De acuerdo con el especialista, estos marcadores temporales permitieron a las sociedades organizar actividades esenciales como la agricultura, la pesca y otras labores cotidianas.
En el caso de la cultura maya, explicó que su calendario estaba integrado por diferentes cuentas que funcionaban de manera conjunta dentro de un mismo sistema. Entre las más relevantes destacan el Tzolk’in, de 260 días, y el Haab, de 365 días.
El Tzolk’in se construye mediante la combinación de 20 nombres de días con 13 números, lo que genera un ciclo de 260 días que se repite constantemente. Cada fecha tenía un significado simbólico y se creía que las personas nacidas bajo ciertos signos podían desarrollar características vinculadas con ellos.
Por su parte, el Haab está compuesto por 18 meses de 20 días cada uno, a los que se agregan cinco días adicionales conocidos como Wayeb, considerados de mal augurio dentro de la cosmovisión maya.
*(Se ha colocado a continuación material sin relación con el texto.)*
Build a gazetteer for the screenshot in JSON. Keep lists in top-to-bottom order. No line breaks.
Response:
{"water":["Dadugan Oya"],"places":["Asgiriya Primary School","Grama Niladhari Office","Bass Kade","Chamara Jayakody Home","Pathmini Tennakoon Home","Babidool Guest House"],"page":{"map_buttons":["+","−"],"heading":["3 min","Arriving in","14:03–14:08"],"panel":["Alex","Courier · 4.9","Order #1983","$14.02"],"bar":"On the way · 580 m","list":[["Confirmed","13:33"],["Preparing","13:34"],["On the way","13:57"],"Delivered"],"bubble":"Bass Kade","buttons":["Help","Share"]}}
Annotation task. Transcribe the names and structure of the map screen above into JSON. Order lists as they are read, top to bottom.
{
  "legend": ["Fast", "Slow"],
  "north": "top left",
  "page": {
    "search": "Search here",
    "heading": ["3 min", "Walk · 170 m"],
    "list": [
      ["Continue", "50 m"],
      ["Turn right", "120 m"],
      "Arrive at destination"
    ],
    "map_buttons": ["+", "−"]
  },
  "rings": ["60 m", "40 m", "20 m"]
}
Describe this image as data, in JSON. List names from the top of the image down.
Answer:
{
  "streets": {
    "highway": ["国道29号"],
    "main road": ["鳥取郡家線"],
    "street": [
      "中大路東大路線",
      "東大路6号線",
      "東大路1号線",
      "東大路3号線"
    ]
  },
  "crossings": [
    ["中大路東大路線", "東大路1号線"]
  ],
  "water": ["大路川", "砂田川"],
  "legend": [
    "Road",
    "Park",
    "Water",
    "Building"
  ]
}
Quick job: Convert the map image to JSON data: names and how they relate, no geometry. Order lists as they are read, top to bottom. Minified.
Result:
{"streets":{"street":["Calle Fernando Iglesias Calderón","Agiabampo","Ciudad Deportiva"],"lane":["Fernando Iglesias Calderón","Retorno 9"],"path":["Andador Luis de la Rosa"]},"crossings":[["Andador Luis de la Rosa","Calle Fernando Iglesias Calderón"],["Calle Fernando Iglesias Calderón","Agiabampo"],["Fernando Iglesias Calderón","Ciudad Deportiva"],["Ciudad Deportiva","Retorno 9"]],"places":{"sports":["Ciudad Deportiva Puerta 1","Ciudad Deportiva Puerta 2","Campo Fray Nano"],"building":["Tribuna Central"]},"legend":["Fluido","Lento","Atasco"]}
Mex Albornoz también explicó que el sistema numérico utilizado por los mayas se representaba mediante puntos y barras, donde el punto equivalía a una unidad y la barra a cinco, un método que también fue empleado por otras culturas de Mesoamérica.
Gran parte del conocimiento actual sobre estos calendarios proviene de códices prehispánicos y fuentes coloniales, en los que los antiguos mayas registraban acontecimientos históricos, ceremonias, fenómenos naturales y la medición del tiempo.
Al combinar las cuentas del Tzolk’in y el Haab se genera la llamada rueda calendárica, un ciclo que se repite cada 52 años, lo que refleja la concepción maya del tiempo como un proceso cíclico.
El investigador agregó que los mayas también utilizaban otros sistemas como la Cuenta Larga, que permitía registrar periodos mucho más amplios a partir de un punto inicial equivalente al año 3114 antes de Cristo, además de realizar observaciones relacionadas con los ciclos lunares.
La conferencia permitió a los asistentes acercarse al pensamiento científico y simbólico de la civilización maya, cuyo sistema calendárico es considerado uno de los más avanzados desarrollados en el mundo antiguo.